I have only been doodling, mostly, because nothing I will ever write will ever paint the true picture of the brokenness of my heart, and the darkness that settled upon me ever since that call came to me. So that I am always moving as if in darkness, always searching for the light bulb, always failing, terribly so, and cursing myself for everything that happened to you.

I have only been doodling, mostly, because I am still looking for the missing pieces in this puzzle of your pain. I want, so bad, to get the full picture of what happened on that night, and the day before, but all I get is louding silence from the very people who were with you. So that at the end of the day, even the few pieces of the puzzle that I am with are either broken, or dirty, or too afraid to lead me to where the rest are.

I have spent these three painful years inside my head, crying for you from the inside, my anger and bitterness growing bigger each morning, reminding me of this quest that lies heavily on my shoulder; this looking for you in the tiny bits of this remaining life I live. This begging my heart to stop beating whenever the answers refuse to reveal themselves to me. This dying a little bit on the inside every time someone mentions your name, reminding me that it has been three years since the unimaginable happened, yet I am not even an inch closer to getting justice.

But what is justice when your body has been buried for  three years now? What is justice when I can no longer see, touch, or feel you? When I can no longer speak with you about things that bother us? What is justice when I still do not have answers to how you met your death? What is justice when I am crying my eyes out, but these tears are not enough to move even just one heart to take action? What is justice when my own child died in school, under ‘unclear’ circumstances, yet no one in authority wants to talk about it?

So that I am constantly running in circles, everyone dodgy with information on what really happened that Friday night, so that they found you ‘dead’ the following morning, in your school bed; the very bed in which you took your last breath, is the same bed the school principal and deputy wouldn’t let me have a look at, and give my heart even the tiniest bits of closure.

So that while your body lay cold in the morgue, I was pleading with the school for answers, but got nothing apart from your packed belongings in a metal box. So that I was carrying a bucket full of your wet clothes, and wondering how a dead girl supposedly left behind a bucket full of half-washed clothes.

As your body lay cold in the morgue, I was asking myself why I didn’t do anything when rumours reached me that you were almost always the subject of ridicule and mockery from teachers. Why I didn’t raise my voice to speak out for you when you were still alive. Why did I drive you back to that school myself, only for you to die a week later?

As your body lay cold in the morgue, I was too broken to hear the loud silence from your school; not your teachers, not your classmates, not even the nurse who supposedly attended to you showed up.

So that as we finally laid you to rest, the absence of these people started becoming something that bothered me, thinking how much everyone must have hated you to not even show up for your funeral.

It has been three years now, and I am just learning that on the night before you died, the deputy principal had brutally beaten you, everywhere, until your whole body was swollen. I am just learning that even before the post mortem results were out, the principal was already telling your classmates that you died while being treated for a blood clot in the brain.

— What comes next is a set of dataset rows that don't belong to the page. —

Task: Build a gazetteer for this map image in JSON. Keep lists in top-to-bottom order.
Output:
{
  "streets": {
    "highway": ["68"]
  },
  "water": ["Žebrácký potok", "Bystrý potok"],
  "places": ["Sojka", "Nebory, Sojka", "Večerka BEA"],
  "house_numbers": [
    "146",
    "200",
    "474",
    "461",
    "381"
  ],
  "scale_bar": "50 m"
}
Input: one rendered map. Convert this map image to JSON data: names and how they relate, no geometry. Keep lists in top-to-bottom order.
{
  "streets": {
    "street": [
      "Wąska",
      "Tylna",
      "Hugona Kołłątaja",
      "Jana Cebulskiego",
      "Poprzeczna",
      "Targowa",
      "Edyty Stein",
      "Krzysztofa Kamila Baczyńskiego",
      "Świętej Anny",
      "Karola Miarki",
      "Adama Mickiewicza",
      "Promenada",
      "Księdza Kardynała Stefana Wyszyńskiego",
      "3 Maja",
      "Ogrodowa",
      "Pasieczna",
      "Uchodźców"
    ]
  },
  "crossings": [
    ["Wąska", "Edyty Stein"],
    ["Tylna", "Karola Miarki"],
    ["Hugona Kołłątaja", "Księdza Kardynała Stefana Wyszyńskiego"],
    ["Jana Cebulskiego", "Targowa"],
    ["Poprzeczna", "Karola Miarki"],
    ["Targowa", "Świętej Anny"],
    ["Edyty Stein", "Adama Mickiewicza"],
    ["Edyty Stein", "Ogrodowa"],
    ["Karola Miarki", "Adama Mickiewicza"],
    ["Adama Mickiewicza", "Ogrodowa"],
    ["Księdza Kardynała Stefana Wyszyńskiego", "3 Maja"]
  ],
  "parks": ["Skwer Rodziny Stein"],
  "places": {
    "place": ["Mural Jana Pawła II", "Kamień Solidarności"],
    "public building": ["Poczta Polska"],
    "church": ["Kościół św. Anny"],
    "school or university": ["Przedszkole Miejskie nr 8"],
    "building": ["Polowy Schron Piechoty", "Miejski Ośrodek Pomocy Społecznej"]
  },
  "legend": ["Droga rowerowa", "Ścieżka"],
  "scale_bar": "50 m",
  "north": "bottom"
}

Had they done something to you, and expected, of course, you could be having a clot on your brain?

It has been three years now since you passed on, and I am just learning how bad your classmates wailed for you. How bad they wanted to be with me during mourning. How bad they wanted to come pay you their final respects, but the school would have none of it.

Was there something they were hiding? Were they too afraid your classmates would rat them out?

It has been three years now, yet everything that surrounds your death is still as mysterious as it was on that first day. My wounds still bleed as if the knife has just found my heart. The darkness within me is spreading, fast, as if it is the first night I am sleeping without you.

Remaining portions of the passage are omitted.